--- Task item ---
Could you filter the data below down to the lines that hold the word "linecap"?

--- Stored items ---
■ ■ ■
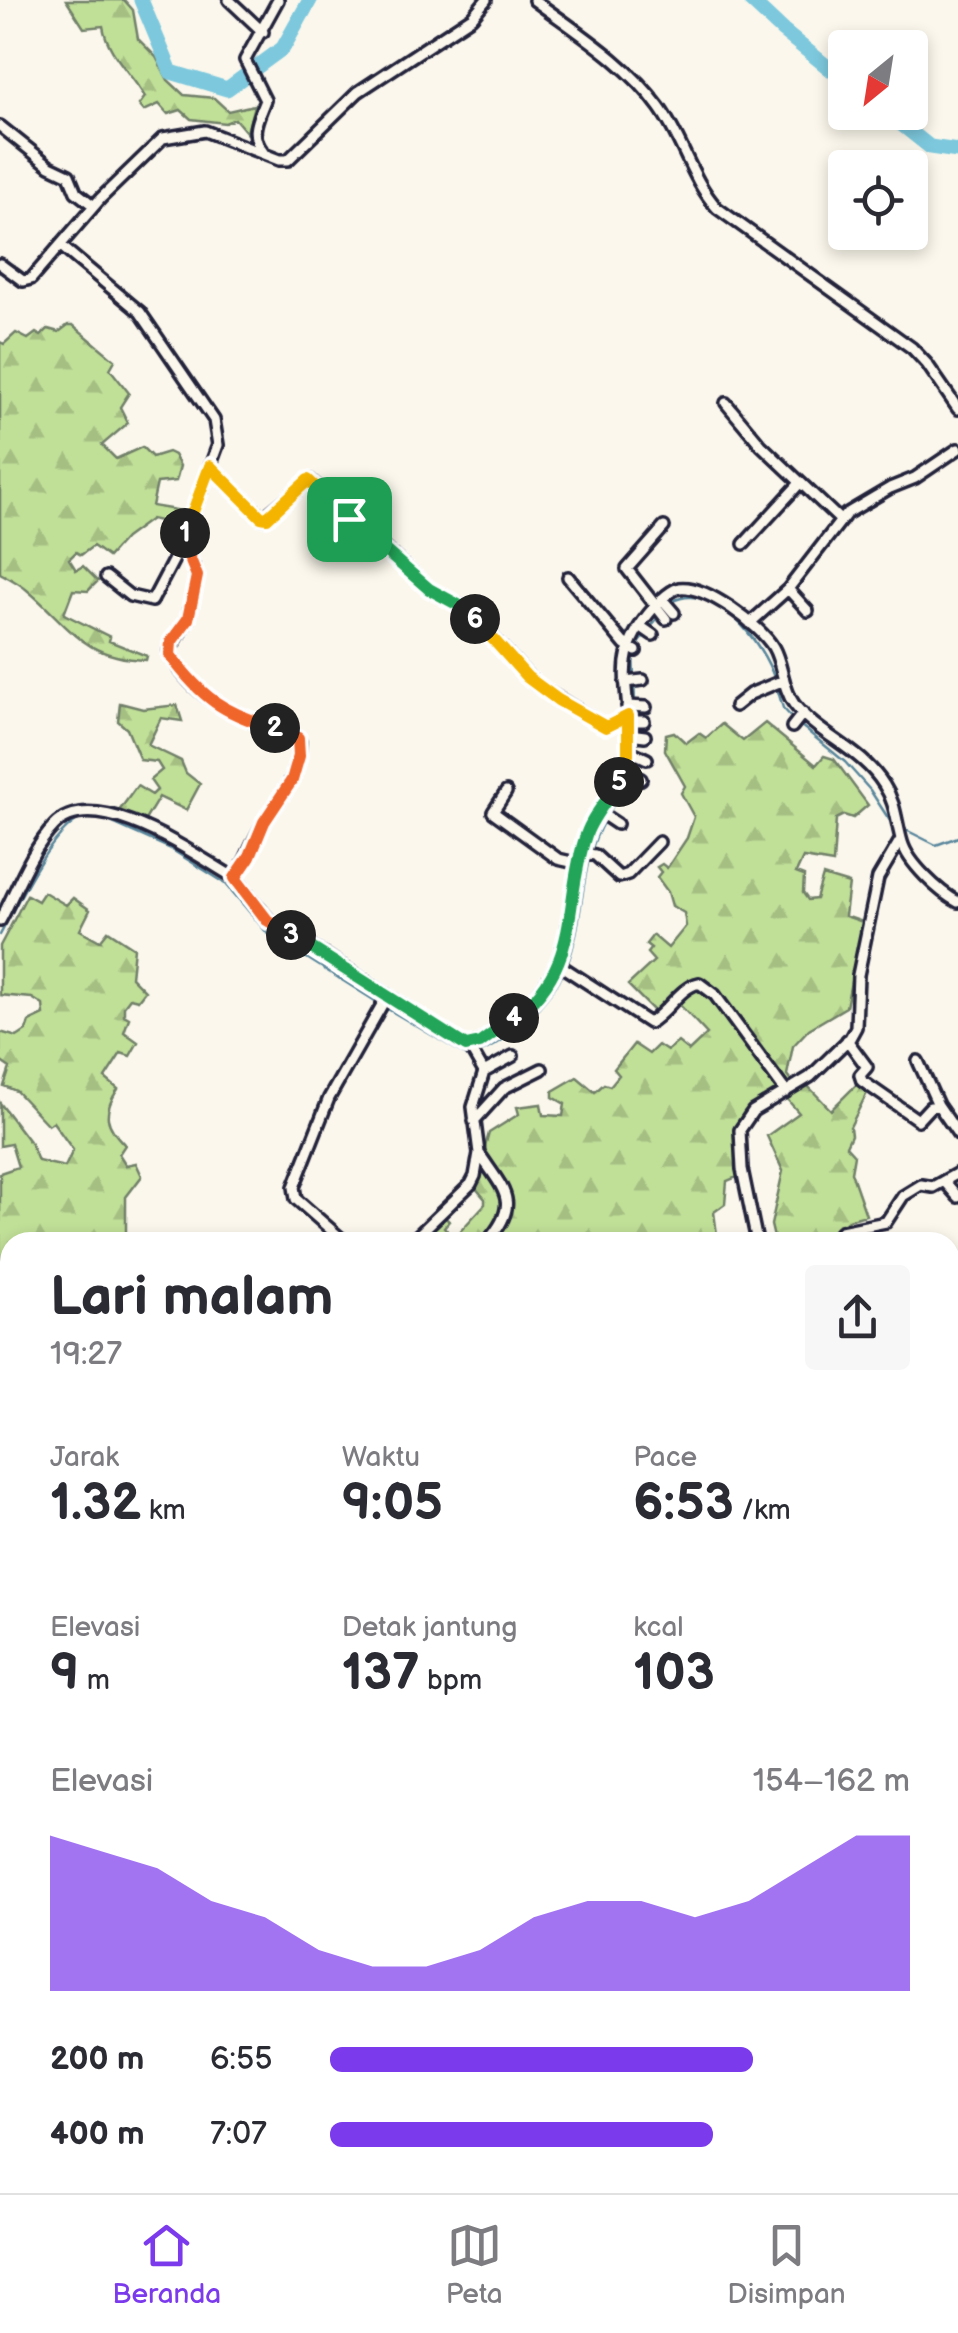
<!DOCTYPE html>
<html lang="id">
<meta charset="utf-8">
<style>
body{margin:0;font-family:"Balsamiq Sans",sans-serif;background:#f7f7f7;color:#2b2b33;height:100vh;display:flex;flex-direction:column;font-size:38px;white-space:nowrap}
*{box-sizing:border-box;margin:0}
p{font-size:32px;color:#7c7c81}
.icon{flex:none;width:55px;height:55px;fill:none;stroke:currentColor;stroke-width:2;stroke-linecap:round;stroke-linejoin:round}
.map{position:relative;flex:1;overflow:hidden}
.details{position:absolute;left:0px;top:1232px;width:960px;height:962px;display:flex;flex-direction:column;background:#fff;border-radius:30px 30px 0 0;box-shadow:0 5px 15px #0003}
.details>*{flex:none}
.needle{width:65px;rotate:210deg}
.buttons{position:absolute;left:828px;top:30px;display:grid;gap:20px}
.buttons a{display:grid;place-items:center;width:100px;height:100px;border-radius:10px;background:#fff;box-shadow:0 5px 15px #0003;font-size:50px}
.pin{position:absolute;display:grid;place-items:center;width:85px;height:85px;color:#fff;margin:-42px;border-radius:20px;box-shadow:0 5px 15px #0006}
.km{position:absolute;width:50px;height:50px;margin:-25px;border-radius:50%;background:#222;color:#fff;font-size:28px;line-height:50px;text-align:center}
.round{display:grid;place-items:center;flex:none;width:105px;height:105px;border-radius:10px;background:#f7f7f7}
.headline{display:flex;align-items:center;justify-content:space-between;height:170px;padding:0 50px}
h1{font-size:55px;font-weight:800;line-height:75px}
.metrics{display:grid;grid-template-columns:repeat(3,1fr);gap:15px;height:170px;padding:10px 50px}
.metrics div{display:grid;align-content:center}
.metrics b{font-size:50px;font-weight:800}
.metrics small{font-size:28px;font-weight:400}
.metrics p{font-size:28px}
.chart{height:280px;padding:20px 50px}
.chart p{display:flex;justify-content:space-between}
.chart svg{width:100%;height:180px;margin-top:10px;fill:#7c3aed;opacity:.7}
ul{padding:0 50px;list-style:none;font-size:32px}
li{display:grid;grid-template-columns:160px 120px 1fr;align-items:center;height:75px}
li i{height:25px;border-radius:12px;background:#7c3aed}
.menu{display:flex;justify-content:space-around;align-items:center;height:140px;border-top:2px solid #e1e1e2;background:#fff;font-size:28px;color:#7c7c81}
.menu a{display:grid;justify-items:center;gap:5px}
.menu .active{color:#7c3aed}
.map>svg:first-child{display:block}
.forest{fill:url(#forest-firs);stroke:#718069;stroke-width:2.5}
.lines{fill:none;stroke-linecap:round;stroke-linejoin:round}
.stream{stroke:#59869c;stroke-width:2.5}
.river{stroke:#7dc8dd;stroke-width:15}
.minor-casing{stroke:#22223b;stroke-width:16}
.minor{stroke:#fbf7ec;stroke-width:9}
.split-1-casing{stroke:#fff;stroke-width:20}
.split-2-casing{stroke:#fff;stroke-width:20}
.split-3-casing{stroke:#fff;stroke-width:20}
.split-4-casing{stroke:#fff;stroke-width:20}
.split-5-casing{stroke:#fff;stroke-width:20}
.split-6-casing{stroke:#fff;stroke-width:20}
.split-7-casing{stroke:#fff;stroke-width:20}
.split-1{stroke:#f5b400;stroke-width:12}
.split-2{stroke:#f0652b;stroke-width:12}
.split-3{stroke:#f0652b;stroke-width:12}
.split-4{stroke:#22a559;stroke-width:12}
.split-5{stroke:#22a559;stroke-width:12}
.split-6{stroke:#f5b400;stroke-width:12}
.split-7{stroke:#22a559;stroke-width:12}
</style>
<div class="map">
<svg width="958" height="2193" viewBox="0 0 958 2193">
<defs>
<pattern id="forest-firs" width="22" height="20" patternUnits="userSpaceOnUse" patternTransform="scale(2.5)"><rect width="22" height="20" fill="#c0df97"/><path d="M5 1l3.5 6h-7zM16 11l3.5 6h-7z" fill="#a5bf83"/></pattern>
</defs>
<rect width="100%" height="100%" fill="#fbf7ec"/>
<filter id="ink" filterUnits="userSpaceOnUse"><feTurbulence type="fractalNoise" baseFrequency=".01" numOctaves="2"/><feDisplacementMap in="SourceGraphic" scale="20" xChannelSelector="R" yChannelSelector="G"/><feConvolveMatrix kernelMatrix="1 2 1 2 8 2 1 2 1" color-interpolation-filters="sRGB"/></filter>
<g filter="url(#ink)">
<path class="forest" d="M 66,0 L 124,0 L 133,10 L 138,39 L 156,57 L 168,80 L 184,95 L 214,98 L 228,111 L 254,105 L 247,133 L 235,119 L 225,123 L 191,119 L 181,110 L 168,114 L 159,104 L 144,111 L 139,105 L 145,97 C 131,73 107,53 103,26 L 84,28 Z
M 68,325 L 73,325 L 115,360 L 110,369 L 129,393 L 120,407 L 128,423 L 102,445 L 116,459 L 142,447 L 152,457 L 168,452 L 174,455 L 180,466 L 176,481 L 157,483 L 152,506 L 188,512 L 183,526 L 151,519 L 125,538 L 108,557 L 93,546 L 81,555 L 76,552 L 69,559 L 76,570 L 83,566 L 98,581 L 88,591 L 73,590 L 64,614 L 110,637 L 109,641 L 147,656 L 146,660 C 82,658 70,626 27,590 C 19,583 9,578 0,573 L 0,342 L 4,344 L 16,333 L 28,339 L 36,333 L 41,336 L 48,329 L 59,332 Z
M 120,703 L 143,709 L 177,705 L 182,721 L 161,718 L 148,745 L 181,761 L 186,773 L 200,784 L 186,810 L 159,797 L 144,822 L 119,811 L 137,786 L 152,795 L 157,790 L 150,780 L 162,770 L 157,762 L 140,760 L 127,729 L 118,721 Z
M 765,723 L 816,765 L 824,756 L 834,759 L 868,805 L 853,818 L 844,815 L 836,819 L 833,863 L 803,858 L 796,873 L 804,876 L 803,893 L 808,900 L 816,899 L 823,876 L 849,884 L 845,916 L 863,922 L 846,1007 L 809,1029 L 793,1046 L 787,1075 L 793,1083 L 757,1106 L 758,1111 L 744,1112 L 735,1131 L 737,1177 L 727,1181 L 725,1204 L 714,1212 L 718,1242 L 406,1242 L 438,1211 L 449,1221 L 444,1227 L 454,1238 L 485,1204 L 485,1199 L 474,1186 L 489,1133 L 519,1114 L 517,1107 L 541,1104 L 543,1115 L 563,1116 L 565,1104 L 553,1097 L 553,1091 L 577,1077 L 595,1092 L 604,1084 L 610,1086 L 619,1075 L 614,1069 L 634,1044 L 649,1054 L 658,1045 L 667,1051 L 678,1042 L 689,1051 L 707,1034 L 678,1003 L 684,998 L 677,991 L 654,1011 L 628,985 L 654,961 L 647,953 L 651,948 L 646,944 L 653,935 L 668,948 L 686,926 L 684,913 L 672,906 L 668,892 L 657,877 L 661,872 L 657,867 L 662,864 L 667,868 L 687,838 L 694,817 L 681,793 L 685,786 L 665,750 L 666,734 L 674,732 L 686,743 L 699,733 L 706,738 L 722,724 L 743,741 Z
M 44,892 L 66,905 L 73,898 L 90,910 L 80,930 L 100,941 L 108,931 L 134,948 L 131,977 L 145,991 L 138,1000 L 130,998 L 124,1006 L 124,1015 L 129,1018 L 124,1032 L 138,1042 L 130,1056 L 121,1053 L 105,1078 L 118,1089 C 102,1113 105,1125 125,1145 L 119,1154 L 126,1165 L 136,1163 L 142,1176 L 126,1197 L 126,1242 L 10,1242 L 10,2185 L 950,2185 L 950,1590 L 958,1588 L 958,2193 L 0,2193 L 0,1173 L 18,1167 L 11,1144 L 0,1146 L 0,1103 L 31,1144 L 38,1161 L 65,1167 L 73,1150 L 53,1122 L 48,1125 L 16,1091 L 4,1086 L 10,1068 L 0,1061 L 0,1032 L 17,1037 L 26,1031 L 29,1022 L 44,1015 L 43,1005 L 32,998 L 0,995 L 0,946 L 27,895 L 38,901 Z
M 806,1084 L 831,1110 L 857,1084 L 868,1091 L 850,1127 L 851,1135 L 846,1146 L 854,1155 L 851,1172 L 866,1215 L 848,1220 L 819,1242 L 775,1242 L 771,1225 L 783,1171 L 767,1136 L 799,1113 L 786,1098 Z
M 950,1311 L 958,1317 L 958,1508 L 950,1515 Z"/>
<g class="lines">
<path class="stream" d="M 671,602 C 715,579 763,643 775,680
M 637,645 L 659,616
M 633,653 L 635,704
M 777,688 L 783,708 L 794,720
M 800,725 L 845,762 L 870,790 L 892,824
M 609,812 L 630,776
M 87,817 L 104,819 L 169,848 L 225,883 L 267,933 L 380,1004
M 904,829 L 936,845 L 958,837
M 0,935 C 19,900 46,839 79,819
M 567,965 C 586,917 578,863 605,819
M 386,1008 L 469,1057
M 476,1054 C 510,1042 547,1003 564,972"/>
<path class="river" d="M 141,0 L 171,72 L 227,89 L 283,48 L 310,0
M 750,0 L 783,31 L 845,81
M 886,112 L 930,147 L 958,151"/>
<defs>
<path id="minor" d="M 229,0 L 263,32
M 534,0 C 577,32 627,63 659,107 C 682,138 691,179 717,208 L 912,348 L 927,364 L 958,409
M 0,126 L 50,166 L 69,175 L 76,192 L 94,206
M 263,152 C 248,133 258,119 265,100 L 245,60 L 278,0
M 61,246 L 140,312 L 214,420 L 218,445 L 183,539 L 197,576 L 188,619 L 169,651 C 187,689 220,709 258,723 C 273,728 291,729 300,742 C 299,776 283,794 265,821 C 253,839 247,860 235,878 L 273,925 L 327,956 L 466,1047 C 483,1044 497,1031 511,1020 C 583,963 562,911 586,836 C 595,807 623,788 627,756 C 637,687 601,661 661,600 C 666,595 672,590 679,588 C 705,584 761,626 773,647 C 783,664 782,688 794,704 C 819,736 862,749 884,785 C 896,803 896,822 902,842 C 908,863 939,892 958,902
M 0,264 L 23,281 L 31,279 L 101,198 L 163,138 L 205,131 L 279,160 L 288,160 L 358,92 L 472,17 L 486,0
M 726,403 L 761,445 L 840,520
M 210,466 L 263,518 L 310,480 L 429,589 L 468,610 L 535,684 L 606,727 L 628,717
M 664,527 L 627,569 L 666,619
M 744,544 L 800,483
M 106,577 L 130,596 L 152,601 L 183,542
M 568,577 L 625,645 L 636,651
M 788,589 L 808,611
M 662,599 L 674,613
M 750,623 L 788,589 L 846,514 L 890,488 L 915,478 L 958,449
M 640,626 L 653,635
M 625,682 L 643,680
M 627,706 L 646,707
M 735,706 L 750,694 L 784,680
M 629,721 L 644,721
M 792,727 L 803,713
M 629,734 L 645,736
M 628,750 L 647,759
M 624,770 L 641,779
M 506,792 L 493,812 L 558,859 L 580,864
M 599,812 L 617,824
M 582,853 L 595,855 L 619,877 L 628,874 L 659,842
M 0,921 C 16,891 30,851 54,826 C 95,783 195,855 235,878
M 558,964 L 649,1023 C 667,1013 680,987 699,983 L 715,995 L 786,1092
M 847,1040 L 867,1067 L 860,1075 L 862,1081 L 918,1120 L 930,1107 L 938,1105
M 918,1061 L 938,1105 L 958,1134
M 484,1072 L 513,1056
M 474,1121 L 504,1088 L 542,1069
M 479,1153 C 504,1191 522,1202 487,1242
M 944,1181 L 958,1197
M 345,1242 L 296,1199 L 294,1187 L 329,1098 L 387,996
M 411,1242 L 471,1184 L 475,1176 L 479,1153 L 473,1107 L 484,1072 L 469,1046
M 757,1242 L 742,1169 L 740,1130 L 753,1111 L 810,1077 L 850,1038 L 856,1027 L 858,975 L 878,878 L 901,839
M 832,1242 L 841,1231 L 886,1222 L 903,1196 L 921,1185 L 933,1187 L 958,1173
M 950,1700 L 958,1716
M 950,1971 L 958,1957
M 950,2020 L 956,2060 L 950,2076
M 950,2172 L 955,2176 L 958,2190"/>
</defs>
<use href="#minor" class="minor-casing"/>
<use href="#minor" class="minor"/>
</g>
</g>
<g class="lines" filter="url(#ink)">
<defs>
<path id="split-1" d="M 185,533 L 210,466 L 261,517 L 267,518 L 308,480 L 349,519"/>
<path id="split-2" d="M 185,533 L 183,542 L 197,576 L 188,619 L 171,642 L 170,655 C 202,698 223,713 275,728"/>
<path id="split-3" d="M 275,728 L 298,738 L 299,756 L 292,780 L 264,822 L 250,856 L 235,878 L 267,920 L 291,935"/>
<path id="split-4" d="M 291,935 L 466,1046 L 480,1043 L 514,1018"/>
<path id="split-5" d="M 514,1018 C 583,964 562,906 586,835 C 592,817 608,799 619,782"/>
<path id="split-6" d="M 475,619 L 527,677 L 558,700 L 606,727 L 628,716 L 628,754 L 619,782"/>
<path id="split-7" d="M 349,519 L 429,589 L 462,607 L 475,619"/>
</defs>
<use href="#split-1" class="split-1-casing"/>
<use href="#split-2" class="split-2-casing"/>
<use href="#split-3" class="split-3-casing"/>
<use href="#split-4" class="split-4-casing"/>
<use href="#split-5" class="split-5-casing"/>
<use href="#split-6" class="split-6-casing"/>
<use href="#split-7" class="split-7-casing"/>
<use href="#split-1" class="split-1"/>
<use href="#split-2" class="split-2"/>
<use href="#split-3" class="split-3"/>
<use href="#split-4" class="split-4"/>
<use href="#split-5" class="split-5"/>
<use href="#split-6" class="split-6"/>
<use href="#split-7" class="split-7"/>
</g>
</svg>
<div class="buttons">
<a><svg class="needle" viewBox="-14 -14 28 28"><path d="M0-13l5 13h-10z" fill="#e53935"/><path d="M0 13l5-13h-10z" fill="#7c7c81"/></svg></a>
<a><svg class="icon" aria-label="locate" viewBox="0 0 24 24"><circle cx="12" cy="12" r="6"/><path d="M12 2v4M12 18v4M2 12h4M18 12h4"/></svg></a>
</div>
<div class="pin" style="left:349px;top:519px;background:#1e9e55"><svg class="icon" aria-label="arrive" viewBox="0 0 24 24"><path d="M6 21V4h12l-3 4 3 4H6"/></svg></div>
<b class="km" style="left:185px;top:533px">1</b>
<b class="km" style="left:275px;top:728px">2</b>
<b class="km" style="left:291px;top:935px">3</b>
<b class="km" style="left:514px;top:1018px">4</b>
<b class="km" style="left:619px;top:782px">5</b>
<b class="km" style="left:475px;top:619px">6</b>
<section class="details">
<div class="headline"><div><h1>Lari malam</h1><p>19:27</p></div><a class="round"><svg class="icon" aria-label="share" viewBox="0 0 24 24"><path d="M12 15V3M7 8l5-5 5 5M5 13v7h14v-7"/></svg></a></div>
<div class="metrics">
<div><p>Jarak</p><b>1.32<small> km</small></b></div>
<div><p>Waktu</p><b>9:05</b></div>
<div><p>Pace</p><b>6:53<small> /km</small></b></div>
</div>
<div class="metrics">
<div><p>Elevasi</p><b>9<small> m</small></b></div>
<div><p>Detak jantung</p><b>137<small> bpm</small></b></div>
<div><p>kcal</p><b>103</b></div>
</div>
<div class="chart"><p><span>Elevasi</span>154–162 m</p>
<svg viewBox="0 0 160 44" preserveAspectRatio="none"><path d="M0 44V6L10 10L20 14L30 22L40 26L50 34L60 38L70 38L80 34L90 26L100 22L110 22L120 26L130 22L140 14L150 6L160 6V44z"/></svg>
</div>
<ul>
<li><b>200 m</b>6:55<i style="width:73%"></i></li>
<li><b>400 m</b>7:07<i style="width:66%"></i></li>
</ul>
</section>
</div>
<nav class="menu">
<a class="active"><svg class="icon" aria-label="home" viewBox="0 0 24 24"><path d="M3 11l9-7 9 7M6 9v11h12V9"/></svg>Beranda</a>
<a><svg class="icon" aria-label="map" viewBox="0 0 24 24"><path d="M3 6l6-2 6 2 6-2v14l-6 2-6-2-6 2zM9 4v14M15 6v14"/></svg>Peta</a>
<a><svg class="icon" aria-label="saved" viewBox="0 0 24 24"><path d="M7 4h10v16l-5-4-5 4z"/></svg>Disimpan</a>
</nav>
■ ■ ■
--- Result ---
.icon{flex:none;width:55px;height:55px;fill:none;stroke:currentColor;stroke-width:2;stroke-linecap:round;stroke-linejoin:round}
.lines{fill:none;stroke-linecap:round;stroke-linejoin:round}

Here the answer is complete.